**Try it**
Lines in the following data that contain the string "hidden" are to be counted. Report only their number.

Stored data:

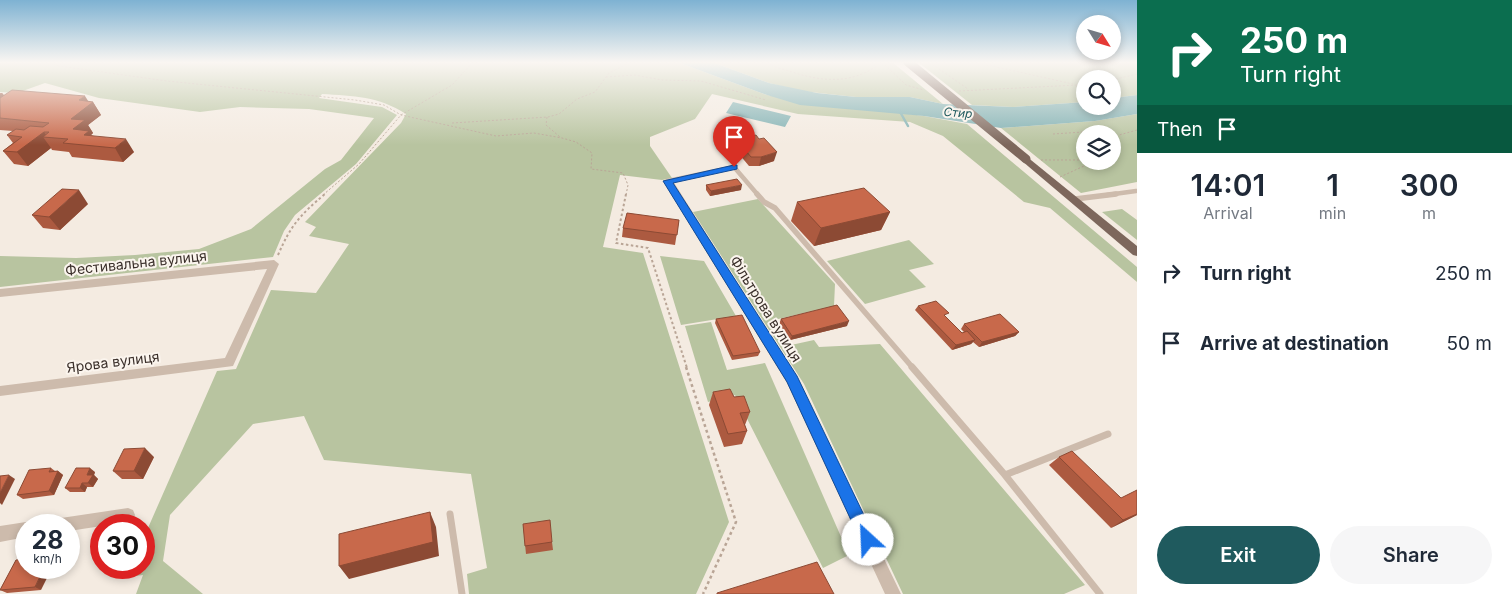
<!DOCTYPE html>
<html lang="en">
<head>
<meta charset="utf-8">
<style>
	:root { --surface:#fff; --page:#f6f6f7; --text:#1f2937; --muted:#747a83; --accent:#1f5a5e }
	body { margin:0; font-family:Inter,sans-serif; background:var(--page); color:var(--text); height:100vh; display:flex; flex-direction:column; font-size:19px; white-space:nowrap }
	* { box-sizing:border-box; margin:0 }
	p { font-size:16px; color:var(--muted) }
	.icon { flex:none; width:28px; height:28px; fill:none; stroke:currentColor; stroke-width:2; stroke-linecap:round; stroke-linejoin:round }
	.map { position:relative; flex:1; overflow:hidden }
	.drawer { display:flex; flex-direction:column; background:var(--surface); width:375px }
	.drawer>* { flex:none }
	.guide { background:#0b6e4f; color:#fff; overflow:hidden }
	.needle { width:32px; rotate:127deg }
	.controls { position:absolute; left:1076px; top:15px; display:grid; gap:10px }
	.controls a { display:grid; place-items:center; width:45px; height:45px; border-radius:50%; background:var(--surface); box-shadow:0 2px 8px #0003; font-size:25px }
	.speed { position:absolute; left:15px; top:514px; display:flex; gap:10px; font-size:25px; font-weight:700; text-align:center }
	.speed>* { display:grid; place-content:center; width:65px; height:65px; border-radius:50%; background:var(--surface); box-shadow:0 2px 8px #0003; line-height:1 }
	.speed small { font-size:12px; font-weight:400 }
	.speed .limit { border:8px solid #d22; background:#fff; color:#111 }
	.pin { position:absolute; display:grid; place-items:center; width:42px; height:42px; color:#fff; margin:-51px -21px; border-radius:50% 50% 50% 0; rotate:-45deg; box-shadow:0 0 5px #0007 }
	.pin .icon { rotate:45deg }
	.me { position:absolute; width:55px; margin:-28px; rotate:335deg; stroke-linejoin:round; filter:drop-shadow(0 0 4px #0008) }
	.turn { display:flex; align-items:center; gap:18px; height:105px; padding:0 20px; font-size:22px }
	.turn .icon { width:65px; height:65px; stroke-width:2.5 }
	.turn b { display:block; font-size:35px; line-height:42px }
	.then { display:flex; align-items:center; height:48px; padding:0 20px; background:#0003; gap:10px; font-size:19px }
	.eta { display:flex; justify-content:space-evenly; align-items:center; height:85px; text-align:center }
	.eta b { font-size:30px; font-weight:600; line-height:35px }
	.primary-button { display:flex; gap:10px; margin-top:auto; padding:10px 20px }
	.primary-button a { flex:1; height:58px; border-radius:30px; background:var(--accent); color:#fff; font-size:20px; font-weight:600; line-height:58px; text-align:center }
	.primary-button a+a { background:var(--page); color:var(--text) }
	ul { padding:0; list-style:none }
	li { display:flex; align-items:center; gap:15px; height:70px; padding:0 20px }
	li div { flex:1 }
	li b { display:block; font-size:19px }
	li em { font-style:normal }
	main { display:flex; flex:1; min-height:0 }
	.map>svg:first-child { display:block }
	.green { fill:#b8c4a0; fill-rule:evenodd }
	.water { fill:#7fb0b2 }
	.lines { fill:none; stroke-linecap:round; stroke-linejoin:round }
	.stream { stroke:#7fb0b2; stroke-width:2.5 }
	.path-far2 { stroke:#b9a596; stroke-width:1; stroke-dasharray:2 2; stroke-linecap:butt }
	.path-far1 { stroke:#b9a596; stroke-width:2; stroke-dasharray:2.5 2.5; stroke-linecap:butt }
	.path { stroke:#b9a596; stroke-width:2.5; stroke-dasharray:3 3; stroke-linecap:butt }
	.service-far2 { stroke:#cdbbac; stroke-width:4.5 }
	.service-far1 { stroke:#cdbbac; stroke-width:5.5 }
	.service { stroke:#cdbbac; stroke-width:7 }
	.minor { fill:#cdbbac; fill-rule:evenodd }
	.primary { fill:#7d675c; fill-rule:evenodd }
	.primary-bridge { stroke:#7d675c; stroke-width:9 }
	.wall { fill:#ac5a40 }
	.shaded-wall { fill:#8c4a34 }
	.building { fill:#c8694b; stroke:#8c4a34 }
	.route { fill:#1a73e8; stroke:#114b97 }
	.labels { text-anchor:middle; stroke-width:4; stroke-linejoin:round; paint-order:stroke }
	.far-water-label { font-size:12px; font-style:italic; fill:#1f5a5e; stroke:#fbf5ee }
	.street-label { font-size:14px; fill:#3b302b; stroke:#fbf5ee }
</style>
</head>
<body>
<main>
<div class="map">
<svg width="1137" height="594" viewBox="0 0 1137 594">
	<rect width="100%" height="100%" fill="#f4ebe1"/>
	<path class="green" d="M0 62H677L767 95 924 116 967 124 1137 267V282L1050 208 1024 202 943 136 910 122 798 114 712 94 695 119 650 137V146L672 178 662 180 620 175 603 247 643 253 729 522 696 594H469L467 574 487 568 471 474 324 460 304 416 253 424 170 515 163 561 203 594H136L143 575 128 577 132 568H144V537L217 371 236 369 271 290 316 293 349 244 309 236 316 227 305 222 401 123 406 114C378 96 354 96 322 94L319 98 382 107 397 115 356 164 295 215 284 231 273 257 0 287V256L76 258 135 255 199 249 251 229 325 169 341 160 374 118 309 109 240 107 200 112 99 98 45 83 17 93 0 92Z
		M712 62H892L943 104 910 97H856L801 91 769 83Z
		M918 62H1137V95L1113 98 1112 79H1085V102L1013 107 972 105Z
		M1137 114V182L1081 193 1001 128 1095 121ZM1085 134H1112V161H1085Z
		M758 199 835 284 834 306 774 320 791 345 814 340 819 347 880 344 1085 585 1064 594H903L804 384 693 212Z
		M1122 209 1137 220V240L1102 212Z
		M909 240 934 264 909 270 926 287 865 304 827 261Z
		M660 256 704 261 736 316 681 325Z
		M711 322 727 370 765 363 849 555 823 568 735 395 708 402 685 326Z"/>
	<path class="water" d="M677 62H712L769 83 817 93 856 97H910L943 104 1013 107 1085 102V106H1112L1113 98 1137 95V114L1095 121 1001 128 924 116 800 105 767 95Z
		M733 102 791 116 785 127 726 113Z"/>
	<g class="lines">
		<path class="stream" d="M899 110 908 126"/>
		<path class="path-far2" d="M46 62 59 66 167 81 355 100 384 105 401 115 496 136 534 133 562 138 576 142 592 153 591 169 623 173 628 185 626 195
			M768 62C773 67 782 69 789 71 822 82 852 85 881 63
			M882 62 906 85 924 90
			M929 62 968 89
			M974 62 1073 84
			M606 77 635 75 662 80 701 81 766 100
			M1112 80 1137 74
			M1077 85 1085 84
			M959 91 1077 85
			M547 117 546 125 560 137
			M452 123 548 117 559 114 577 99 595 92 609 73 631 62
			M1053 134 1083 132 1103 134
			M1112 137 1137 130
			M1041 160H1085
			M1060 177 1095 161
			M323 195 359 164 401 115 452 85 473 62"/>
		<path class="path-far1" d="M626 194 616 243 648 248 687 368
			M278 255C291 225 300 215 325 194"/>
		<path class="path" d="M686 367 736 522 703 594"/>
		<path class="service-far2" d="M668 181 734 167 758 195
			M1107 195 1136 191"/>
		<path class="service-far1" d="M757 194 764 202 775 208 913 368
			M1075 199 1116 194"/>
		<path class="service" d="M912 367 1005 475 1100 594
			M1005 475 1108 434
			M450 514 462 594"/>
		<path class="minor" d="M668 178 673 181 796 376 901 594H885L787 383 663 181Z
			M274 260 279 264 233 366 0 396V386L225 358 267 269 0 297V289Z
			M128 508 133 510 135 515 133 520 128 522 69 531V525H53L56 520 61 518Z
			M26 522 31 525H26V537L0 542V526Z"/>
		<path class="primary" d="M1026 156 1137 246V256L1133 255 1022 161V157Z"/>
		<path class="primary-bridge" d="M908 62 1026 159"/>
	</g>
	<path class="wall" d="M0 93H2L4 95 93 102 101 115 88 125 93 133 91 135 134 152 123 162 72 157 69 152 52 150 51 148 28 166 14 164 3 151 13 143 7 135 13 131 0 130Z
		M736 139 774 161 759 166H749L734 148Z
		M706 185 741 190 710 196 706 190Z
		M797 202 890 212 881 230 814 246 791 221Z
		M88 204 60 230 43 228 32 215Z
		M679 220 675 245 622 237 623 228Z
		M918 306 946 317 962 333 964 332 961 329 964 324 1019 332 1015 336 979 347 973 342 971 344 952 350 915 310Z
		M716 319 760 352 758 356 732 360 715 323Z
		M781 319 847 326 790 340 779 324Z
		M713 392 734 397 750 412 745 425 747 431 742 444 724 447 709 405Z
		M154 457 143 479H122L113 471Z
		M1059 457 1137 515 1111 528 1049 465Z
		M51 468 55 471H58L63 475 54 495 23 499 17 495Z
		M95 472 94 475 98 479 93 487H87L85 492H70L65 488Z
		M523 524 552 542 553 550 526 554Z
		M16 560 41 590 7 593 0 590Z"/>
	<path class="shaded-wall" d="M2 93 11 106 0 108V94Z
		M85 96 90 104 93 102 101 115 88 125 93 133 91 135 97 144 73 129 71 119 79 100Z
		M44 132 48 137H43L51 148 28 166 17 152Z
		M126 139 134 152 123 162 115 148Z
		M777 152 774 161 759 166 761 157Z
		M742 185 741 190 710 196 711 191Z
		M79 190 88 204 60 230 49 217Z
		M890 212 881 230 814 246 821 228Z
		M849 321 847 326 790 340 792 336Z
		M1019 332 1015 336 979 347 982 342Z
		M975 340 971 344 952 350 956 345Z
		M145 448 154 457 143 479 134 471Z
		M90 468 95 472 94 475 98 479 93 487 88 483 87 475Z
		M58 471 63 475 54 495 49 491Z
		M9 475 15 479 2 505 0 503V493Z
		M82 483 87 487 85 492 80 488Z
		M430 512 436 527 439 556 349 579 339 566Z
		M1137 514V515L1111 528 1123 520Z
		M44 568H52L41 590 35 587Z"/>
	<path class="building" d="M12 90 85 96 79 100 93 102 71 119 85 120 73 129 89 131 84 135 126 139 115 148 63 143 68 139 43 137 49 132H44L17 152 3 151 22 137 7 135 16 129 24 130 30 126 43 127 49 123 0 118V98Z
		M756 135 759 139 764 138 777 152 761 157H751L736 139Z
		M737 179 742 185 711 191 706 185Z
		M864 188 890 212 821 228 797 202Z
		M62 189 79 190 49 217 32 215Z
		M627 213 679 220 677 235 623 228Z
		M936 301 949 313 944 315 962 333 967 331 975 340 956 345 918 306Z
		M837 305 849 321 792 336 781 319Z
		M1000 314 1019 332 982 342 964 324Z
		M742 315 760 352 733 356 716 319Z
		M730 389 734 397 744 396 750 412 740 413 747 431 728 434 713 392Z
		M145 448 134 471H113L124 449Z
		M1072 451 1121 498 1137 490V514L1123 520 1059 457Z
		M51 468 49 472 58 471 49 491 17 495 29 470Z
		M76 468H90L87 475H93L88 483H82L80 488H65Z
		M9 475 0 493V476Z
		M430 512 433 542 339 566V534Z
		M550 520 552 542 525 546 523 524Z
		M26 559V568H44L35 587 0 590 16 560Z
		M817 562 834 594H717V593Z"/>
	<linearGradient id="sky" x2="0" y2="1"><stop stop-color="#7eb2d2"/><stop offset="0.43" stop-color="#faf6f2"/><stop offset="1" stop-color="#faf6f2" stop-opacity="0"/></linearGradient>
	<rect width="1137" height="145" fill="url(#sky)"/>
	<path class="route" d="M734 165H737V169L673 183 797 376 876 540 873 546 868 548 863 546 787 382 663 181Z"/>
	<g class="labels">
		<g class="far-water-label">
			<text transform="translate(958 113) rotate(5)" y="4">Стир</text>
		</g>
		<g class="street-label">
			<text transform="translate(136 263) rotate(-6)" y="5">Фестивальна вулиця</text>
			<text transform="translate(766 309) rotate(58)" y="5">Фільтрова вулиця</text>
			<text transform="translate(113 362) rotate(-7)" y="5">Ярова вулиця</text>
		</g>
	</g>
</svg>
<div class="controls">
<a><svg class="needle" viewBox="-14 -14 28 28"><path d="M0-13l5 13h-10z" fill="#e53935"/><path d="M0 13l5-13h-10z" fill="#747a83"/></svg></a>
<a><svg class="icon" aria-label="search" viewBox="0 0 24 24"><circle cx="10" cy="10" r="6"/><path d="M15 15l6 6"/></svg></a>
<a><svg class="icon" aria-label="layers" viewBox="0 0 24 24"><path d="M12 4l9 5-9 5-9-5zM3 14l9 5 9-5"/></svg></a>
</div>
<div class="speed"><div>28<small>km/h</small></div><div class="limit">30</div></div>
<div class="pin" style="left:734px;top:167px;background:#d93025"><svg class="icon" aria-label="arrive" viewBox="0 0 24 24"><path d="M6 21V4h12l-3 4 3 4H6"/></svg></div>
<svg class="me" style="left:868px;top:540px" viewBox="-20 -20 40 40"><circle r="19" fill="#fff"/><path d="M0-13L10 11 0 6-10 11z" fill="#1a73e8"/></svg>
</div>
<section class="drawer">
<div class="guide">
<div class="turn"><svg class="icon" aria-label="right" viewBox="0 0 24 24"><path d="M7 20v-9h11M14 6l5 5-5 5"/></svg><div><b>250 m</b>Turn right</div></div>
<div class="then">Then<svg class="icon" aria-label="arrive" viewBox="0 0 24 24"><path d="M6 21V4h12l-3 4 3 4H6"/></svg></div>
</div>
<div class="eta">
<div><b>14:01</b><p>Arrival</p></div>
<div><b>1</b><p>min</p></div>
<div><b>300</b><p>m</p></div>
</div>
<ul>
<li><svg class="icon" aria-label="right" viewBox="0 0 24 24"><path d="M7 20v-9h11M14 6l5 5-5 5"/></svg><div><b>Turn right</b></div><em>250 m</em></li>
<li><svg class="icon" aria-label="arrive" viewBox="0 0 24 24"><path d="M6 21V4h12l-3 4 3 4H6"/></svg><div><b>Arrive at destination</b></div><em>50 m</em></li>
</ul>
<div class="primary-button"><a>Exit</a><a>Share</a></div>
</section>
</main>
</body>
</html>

**Answer to this task**
2